As twilight merged into night, the tall cone of zodiacal light tilted up from the western horizon and reached past the Pleiades cluster into Taurus for a total height of 7 fists or 70°! Wider and brighter at its bottom than top, the foggy-looking shape stood up in the west until more than 2 hours after sunset. The zodiacal light is a real thing in our solar system — a compilation of dust, mostly sloughed off by comets but also dust from asteroid collisions — made visible by sunlight. Sunlight scatters off the dust and makes it glow. The glow follows along the ecliptic (path of the planets, sun and moon) and fades the further away from the sun we look, the reason it’s brighter near the western horizon and fainter the higher up you look.
It’s best between about 1 hour 45 minutes to 2 hours 15 minutes after sunset when the moon is out of the sky, which it will be through about March 19. Seek a dark, rural location or at least a place with no light pollution in the western sky.
At twilight’s end, I got my first look at the Humanity Star, a meter-wide satellite launched into orbit on Jan. 21. The brainchild of Peter Beck, founder and CEO of Rocket Lab, the Humanity Star is a geodesic sphere, made from carbon fiber with 65 highly reflective panels. Spinning rapidly as it orbits the Earth, it mimics a disco ball. Although predicted to flash with the brilliance of a planet, it’s fainter than that. But I didn’t know for sure how much until last night. I picked it up with binoculars exactly where Heavens Above predicted it would pass and saw it twinkle erratically as it moved quickly to the north.

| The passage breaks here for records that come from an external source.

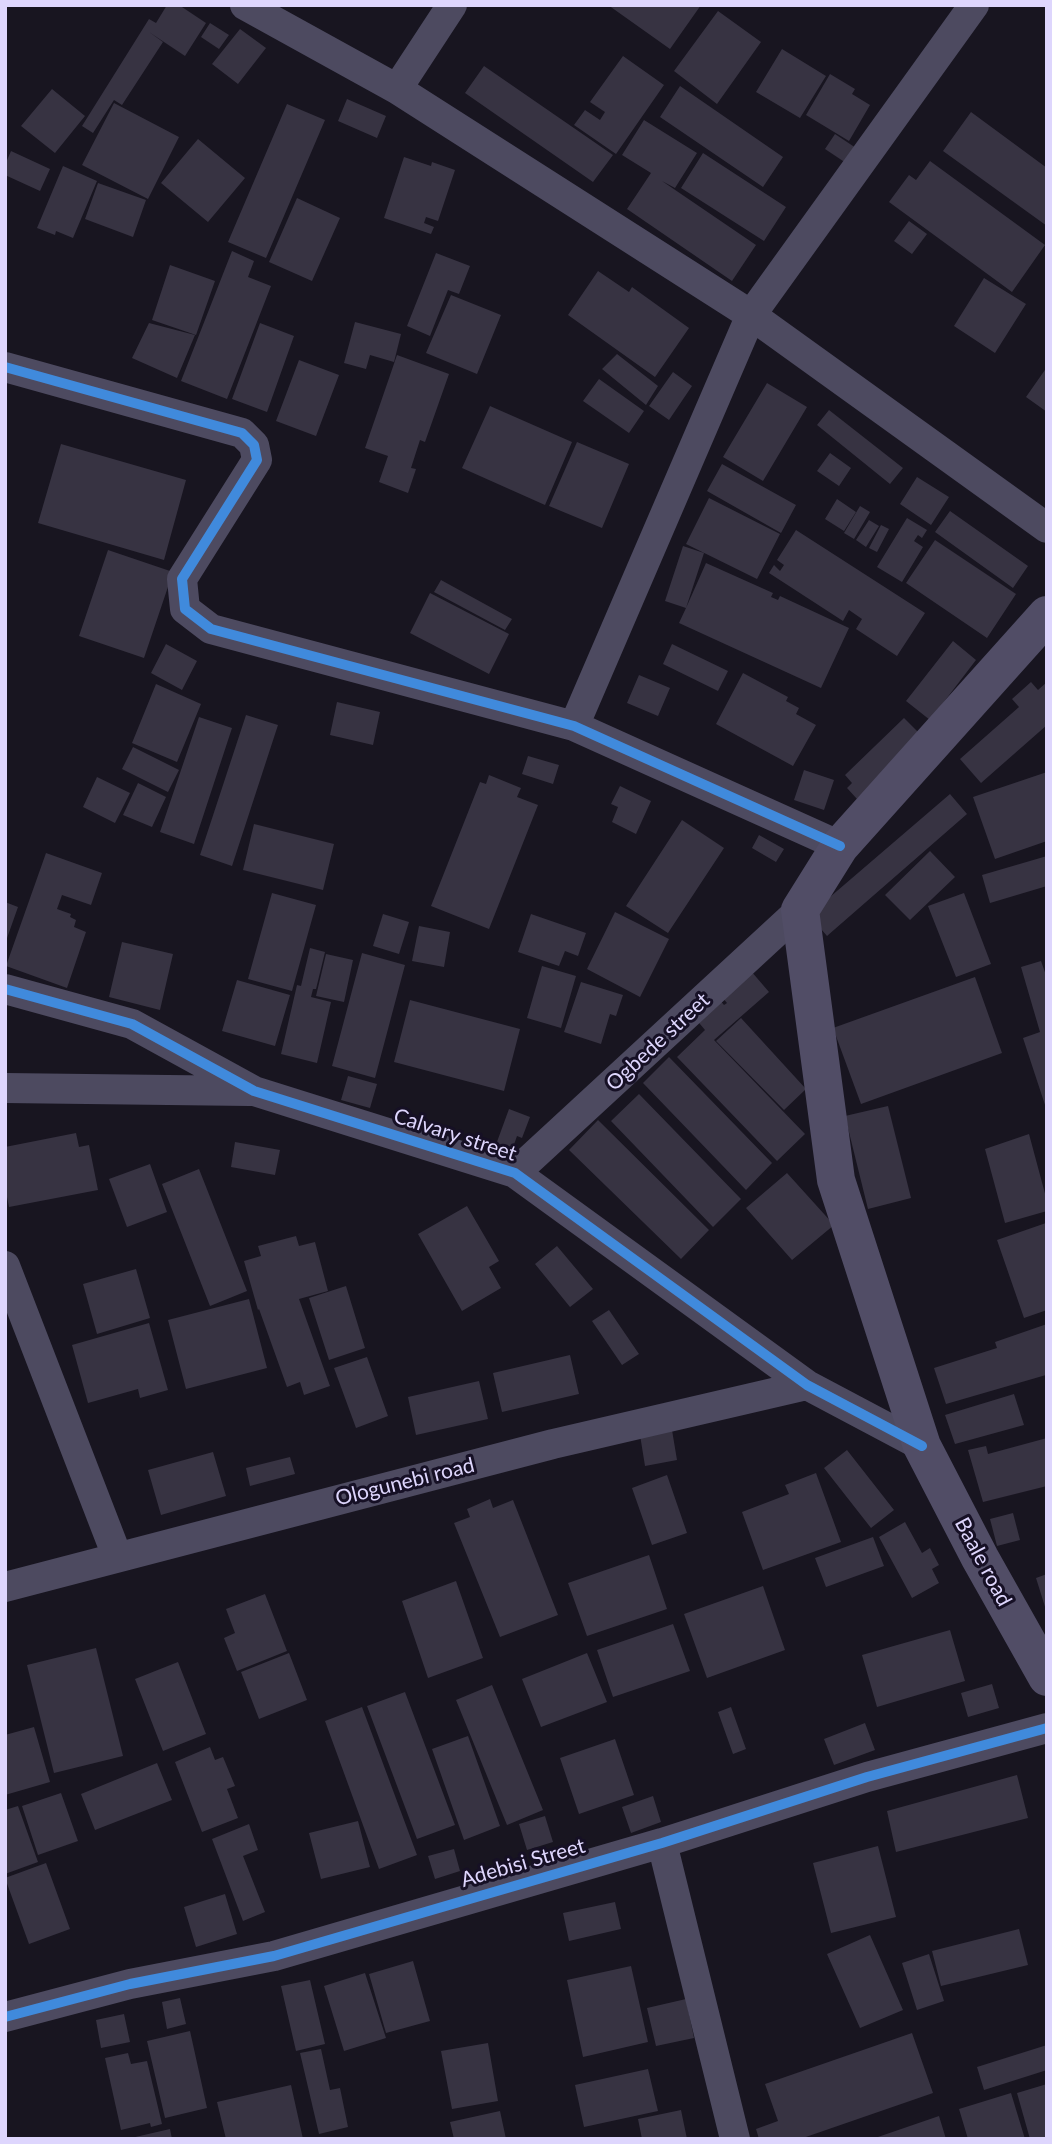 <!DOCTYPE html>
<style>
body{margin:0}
#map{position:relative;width:1052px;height:2144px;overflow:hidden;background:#181520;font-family:Lato,sans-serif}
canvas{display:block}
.frame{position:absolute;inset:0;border:7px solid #ded6fd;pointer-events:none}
</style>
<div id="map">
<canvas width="1052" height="2144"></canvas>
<div class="frame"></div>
</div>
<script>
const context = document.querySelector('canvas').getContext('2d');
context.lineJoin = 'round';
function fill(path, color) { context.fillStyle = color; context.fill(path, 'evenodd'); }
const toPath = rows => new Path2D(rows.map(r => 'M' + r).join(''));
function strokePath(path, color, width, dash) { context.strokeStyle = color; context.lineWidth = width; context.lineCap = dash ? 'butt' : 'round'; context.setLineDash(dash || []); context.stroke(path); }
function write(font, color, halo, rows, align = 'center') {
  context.font = font + ' Lato,sans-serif'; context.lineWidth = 6; context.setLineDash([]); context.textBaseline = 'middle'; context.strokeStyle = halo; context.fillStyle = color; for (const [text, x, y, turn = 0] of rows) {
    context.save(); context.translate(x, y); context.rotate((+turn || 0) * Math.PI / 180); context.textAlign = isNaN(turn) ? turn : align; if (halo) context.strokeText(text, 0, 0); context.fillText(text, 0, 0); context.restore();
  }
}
fill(toPath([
 [167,5,179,5,206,23,185,56,149,32,163,42,122,105,114,100,93,133,82,126,149,19,156,23],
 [608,5,701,5,670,49],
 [718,11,761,42,717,104,674,71],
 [210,23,229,35,219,49,201,37],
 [240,29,266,48,238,84,212,64],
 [782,49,826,76,800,118,756,92],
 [623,56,664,85,616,154,574,125,585,110,600,120,605,112,590,102],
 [484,66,613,155,593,182,465,93],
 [830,74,855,89,852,94,870,105,849,141,806,115],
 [680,86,783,157,763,187,660,117],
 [52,89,85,116,55,153,21,126],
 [347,99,386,116,377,138,338,121],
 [114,103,179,137,148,199,82,165],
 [287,104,325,120,266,258,228,242],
 [971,112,1047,168,1047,226,943,151],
 [644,120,697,153,675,188,662,181,756,245,732,281,627,209,651,173,622,155],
 [835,134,859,150,849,165,825,149],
 [198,139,245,178,208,222,161,183],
 [11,151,50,169,40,191,5,175,5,165],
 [703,153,786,207,764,241,681,188],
 [404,157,431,166,432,162,455,170,438,221,426,217,424,223,434,227,431,234,384,218],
 [930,161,1045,245,1012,292,889,202,909,175,916,180],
 [63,166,97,181,73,238,56,231,55,235,37,228],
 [98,183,146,200,133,237,85,219],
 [297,198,340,218,312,281,269,262],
 [909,221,927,234,912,254,894,241],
 [232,251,254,261,248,277,271,286,227,399,181,381],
 [436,253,470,266,459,294,448,290,430,336,407,326],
 [170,265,215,281,196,335,152,320],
 [598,271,629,292,632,287,689,328,655,377,568,315],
 [984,278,1026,304,995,353,954,326],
 [451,295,501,315,477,374,426,353],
 [355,322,401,334,394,362,370,355,366,369,344,363],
 [149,323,195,335,177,378,132,358],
 [260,323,294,336,267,412,232,399],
 [617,354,658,386,646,405,602,369],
 [397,355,449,374,425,442,420,440,411,468,416,469,408,493,379,482,388,456,365,448],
 [299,360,339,375,316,436,276,421],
 [1047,367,1047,412,1026,397],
 [673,372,692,386,669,420,649,406],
 [599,379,644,411,629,433,583,401],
 [767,383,807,407,763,481,723,457],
 [490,406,572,442,545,505,462,468],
 [829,410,903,468,890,484,817,425],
 [577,442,629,464,602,528,549,506],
 [61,444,186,480,164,560,38,523],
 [830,453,851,468,839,486,817,471],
 [722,464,796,505,781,533,707,491],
 [917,477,949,497,931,525,900,504],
 [709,498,780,534,757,579,686,544],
 [837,499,856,512,844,531,825,519],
 [860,506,870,512,854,539,844,533],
 [950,511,1028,566,1013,588,935,532],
 [907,518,927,530,922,538,918,535,914,541,923,547,902,582,877,567],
 [869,520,879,526,866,547,856,540],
 [881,525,889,529,877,552,869,548],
 [796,530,925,613,897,656,856,629,862,619,849,610,843,621,769,573,774,565,780,571,784,565,777,560],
 [935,540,1016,594,987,638,906,583],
 [683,546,704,553,686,608,706,563,773,593,771,597,778,600,780,596,849,628,821,688,679,623,686,608,665,601],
 [108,550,173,572,144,658,79,636],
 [441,580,512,619,505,630,434,592],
 [430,593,509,634,489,674,410,633],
 [953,641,976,660,930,720,906,701],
 [166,644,197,661,182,690,151,673],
 [672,644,728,671,718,691,663,664],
 [743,673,788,697,786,701,799,708,796,714,816,725,793,766,716,724],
 [639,675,670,688,658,716,627,703],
 [1031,682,1038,690,1047,682,1047,725,981,783,960,759,1019,707,1012,699],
 [156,684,201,704,177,762,132,743],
 [337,702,380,712,373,745,330,735],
 [246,715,278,725,232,866,200,855],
 [199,717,232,728,194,844,160,832],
 [904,718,922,736,857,799,847,788,852,783,845,775],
 [133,747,179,770,168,792,122,769],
 [528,756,559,765,553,784,522,774],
 [804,770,834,780,824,810,794,800],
 [1047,772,1047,841,995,859,973,797],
 [489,775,521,788,517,797,538,805,489,929,431,906,480,782,486,784],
 [97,777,130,793,115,823,83,807],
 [138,783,166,797,152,827,123,815],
 [620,786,651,801,636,834,612,822,618,807,611,804],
 [950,794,967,814,827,936,809,915],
 [682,820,724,848,668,933,626,906],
 [254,824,334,844,323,890,243,870],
 [759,835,784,849,776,862,752,848],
 [930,851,955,877,910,920,885,895],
 [46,853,102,873,91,905,62,895,57,909,71,914,70,917,76,920,74,927,86,932,67,988,6,966],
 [1047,856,1047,886,990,903,982,875],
 [272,893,316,905,292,991,248,979],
 [964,893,991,964,956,977,928,906],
 [5,902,18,907,6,941,5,940],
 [615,912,669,939,640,997,587,969],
 [383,914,409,922,399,954,373,946],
 [531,914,586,933,578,956,565,951,559,966,518,952],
 [419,926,450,932,444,967,412,961],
 [122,942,173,954,160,1010,109,997],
 [310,948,325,952,316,989,313,989,311,997,331,1002,317,1063,281,1054,297,985,301,986],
 [362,953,405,965,375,1078,332,1066],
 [326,954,353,960,344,1002,316,996],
 [1041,961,1047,978,1046,1108,1023,1038,1040,1032,1021,967],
 [542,966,576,976,561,1028,527,1018],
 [751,971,769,992,714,1040,805,1134,777,1161,677,1057,705,1030,695,1018,718,998,724,1005,727,1003,721,996],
 [975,977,1002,1053,861,1104,833,1028],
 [237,980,290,995,275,1046,222,1031],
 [581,982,623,995,616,1016,610,1014,601,1044,564,1032],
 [410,1000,520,1029,504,1091,394,1062],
 [741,1018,806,1089,784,1110,716,1041],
 [669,1057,772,1163,746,1190,643,1083],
 [348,1076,377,1084,370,1108,341,1100],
 [639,1094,741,1199,713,1227,611,1121],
 [888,1106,911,1198,868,1209,845,1116],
 [509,1109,530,1117,522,1138,517,1136,510,1156,494,1150],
 [598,1120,709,1230,681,1259,569,1150],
 [76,1133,79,1147,89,1145,98,1190,9,1207,5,1187,5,1147],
 [1029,1134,1047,1201,1047,1211,1005,1223,985,1149],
 [235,1142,280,1150,275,1175,231,1167],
 [150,1164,167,1212,127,1227,109,1179],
 [199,1169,247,1291,210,1306,162,1184],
 [787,1173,834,1225,792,1260,746,1208],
 [467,1206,499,1261,489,1267,501,1288,462,1311,418,1234],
 [1046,1223,1047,1310,1024,1318,997,1240],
 [296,1236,299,1246,315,1242,328,1291,299,1299,330,1386,304,1395,300,1382,287,1387,259,1309,258,1310,244,1261,261,1256,258,1246],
 [557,1246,593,1289,570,1307,535,1264],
 [136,1269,150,1318,97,1334,83,1284],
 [346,1286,365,1348,329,1360,309,1298],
 [249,1299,267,1368,186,1389,168,1320],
 [609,1310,639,1354,622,1365,592,1321],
 [149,1323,168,1390,140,1398,138,1389,88,1403,72,1345],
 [1047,1324,1046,1375,946,1404,934,1368,997,1348,995,1342],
 [570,1355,579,1394,502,1412,493,1373],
 [367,1357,388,1416,356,1428,334,1368],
 [479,1381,488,1419,416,1435,408,1397],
 [1014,1394,1024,1425,955,1444,945,1415],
 [672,1430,677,1460,645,1466,640,1435],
 [1047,1438,1047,1486,983,1502,968,1450,986,1446,988,1454],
 [847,1450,894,1510,871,1528,824,1468],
 [213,1452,226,1496,161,1515,148,1470],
 [290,1457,295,1474,250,1486,246,1468],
 [816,1473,841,1542,763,1570,742,1512,789,1494,785,1485],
 [667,1475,687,1533,652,1545,632,1488],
 [490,1499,493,1508,513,1500,558,1615,500,1637,454,1523,470,1517,467,1509],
 [1013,1513,1020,1540,997,1546,990,1519],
 [905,1522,922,1553,930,1548,939,1565,932,1569,939,1583,912,1598,879,1537],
 [873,1537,884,1566,826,1587,815,1558],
 [649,1555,667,1609,587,1636,568,1583],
 [1047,1574,1047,1610,1046,1610,1036,1578],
 [456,1581,483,1658,428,1678,402,1601],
 [763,1586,785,1650,707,1678,684,1614],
 [265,1594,287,1651,237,1671,224,1638,235,1633,226,1609],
 [673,1624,690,1671,613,1697,597,1650],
 [950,1630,965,1681,877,1707,862,1655],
 [96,1648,123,1756,54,1773,27,1665],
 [289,1653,307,1700,259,1719,241,1672],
 [587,1653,607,1702,541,1727,522,1679],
 [178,1662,206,1734,163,1751,135,1679],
 [992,1684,999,1708,968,1717,961,1693],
 [492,1685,543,1810,507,1825,456,1700],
 [405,1692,455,1825,417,1839,367,1706],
 [362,1707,417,1855,379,1869,325,1721],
 [731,1707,746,1749,733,1754,718,1712],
 [865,1723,875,1750,834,1765,824,1739],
 [34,1727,50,1782,5,1795,5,1735],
 [468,1736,500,1826,464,1840,432,1749],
 [615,1739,634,1795,579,1814,560,1758],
 [210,1747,215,1760,223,1757,235,1786,227,1789,238,1818,202,1832,175,1762],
 [157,1763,172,1800,95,1830,81,1794],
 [1017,1775,1028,1818,896,1852,887,1811],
 [61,1793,78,1841,38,1855,22,1806],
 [653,1796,661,1822,631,1833,622,1807],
 [18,1806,38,1862,5,1874,5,1810],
 [545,1816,553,1842,527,1850,519,1824],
 [358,1821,370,1867,321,1879,309,1833],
 [249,1824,258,1850,243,1856,265,1912,243,1921,212,1839],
 [878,1846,896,1917,831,1933,813,1863],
 [454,1849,460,1871,435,1879,428,1856],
 [46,1863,70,1929,29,1944,5,1878],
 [225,1894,237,1934,196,1947,184,1907],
 [615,1902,621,1929,569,1941,563,1913],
 [1019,1929,1028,1965,941,1986,932,1951],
 [870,1935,903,2010,860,2028,827,1954],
 [929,1954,944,2001,917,2010,902,1963],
 [413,1961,430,2021,386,2033,369,1974],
 [631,1966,648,2042,583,2057,567,1980],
 [365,1973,386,2038,344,2051,324,1986],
 [310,1980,325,2044,296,2051,281,1986],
 [180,1998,186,2024,167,2029,162,2002],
 [686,1999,694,2038,656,2046,647,2008],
 [124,2014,130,2042,101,2048,96,2020],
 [190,2031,207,2108,165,2118,147,2041],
 [912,2033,933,2093,800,2139,759,2139,756,2129,778,2121,765,2084],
 [488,2043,498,2101,452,2109,441,2051],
 [1047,2045,1047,2070,984,2090,977,2067],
 [321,2049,330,2090,340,2088,348,2127,319,2134,300,2053],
 [128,2053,131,2064,147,2061,162,2124,151,2127,150,2123,121,2130,105,2058],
 [648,2069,658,2111,584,2127,575,2085],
 [1047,2084,1047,2139,1030,2139,1017,2093],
 [291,2085,303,2139,226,2139,217,2102],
 [1011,2093,1025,2139,968,2139,959,2109],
 [681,2110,687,2139,642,2139,638,2119],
 [500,2111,506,2139,454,2139,450,2122],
 [939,2116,946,2139,875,2139,875,2138],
 [170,2129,172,2139,131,2139,131,2138]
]), '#373342');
strokePath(toPath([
 [245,5,397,89,751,315,1047,528],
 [397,89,452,5],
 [5,367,242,433,254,445,257,460,182,579,185,609,211,629,574,726,840,846],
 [574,726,751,315,974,5],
 [5,989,132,1024,254,1091,515,1173,807,1385,922,1446],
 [5,1088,250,1091],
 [515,1173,800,910],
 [5,1266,117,1556],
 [5,1587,553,1444,807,1385],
 [662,1843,735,2139],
 [5,2017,130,1984,274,1956,662,1843,867,1777,1047,1728]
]), '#4d4a60', 30);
strokePath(toPath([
 [1047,615,840,846,800,910,836,1180,922,1446,980,1558,1047,1677]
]), '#514d66', 38);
strokePath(toPath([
 [5,367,242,433,254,445,257,460,182,579,185,609,211,629,574,726,840,846],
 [5,989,132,1024,254,1091,515,1173,807,1385,922,1446],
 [5,2017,130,1984,274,1956,662,1843,867,1777,1047,1728]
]), '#408adc', 10);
write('21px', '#ded6fd', '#161025', [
 ["Ogbede street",658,1042,-43],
 ["Calvary street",455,1135,18],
 ["Ologunebi road",405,1482,-14],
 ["Baale road",983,1562,62],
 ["Adebisi Street",523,1863,-16]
]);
</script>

Since some of the flashes looked bright, I lowered the binoculars and found that I could easily see the brightest (about magnitude 2) with the naked eye. They reminded me of the pop of a strobe, quick and white. Click on the Heavens Above link, select your city and then return to the opening page and click on the Humanity Star link in the left column of highlighted links. Next, click on the date in the table of passes and you’ll get a map that shows the satellite’s track (and little boxes marking each minute) across the sky. Choose one of the brighter, higher passes to increase your odds of seeing Humanity Star.
As the stars rolled west and the temperature dropped into the single digits, I wore the night like a favorite coat. It felt good to be out, to move in the dark, to see the early spring stars in the east. Around 10:30 p.m. the aurora even put in an appearance, the first time around here in a couple months. Once I finagled a good northern view, a bright arc glowed just above the horizon along with a few faint rays. Hey, welcome back!
After getting to bed late, I figured there was no chance of seeing a sunrise, but I was wrong. Finding myself up at 6 a.m. I suited up and drove down to Lake Superior with minutes to spare. A few other photographers and sunrise devotees clambered on the sharp ice along the shore when the sun rose as a jumbly segment of palpitating light at the eastern horizon. For about 20 seconds I could stare right at it, but when half a sun’s worth finally rose into view, the glare was too much.
Like an owl finished with the night hunt, I quietly sped back home, closed my eyes and welcomed sleep again.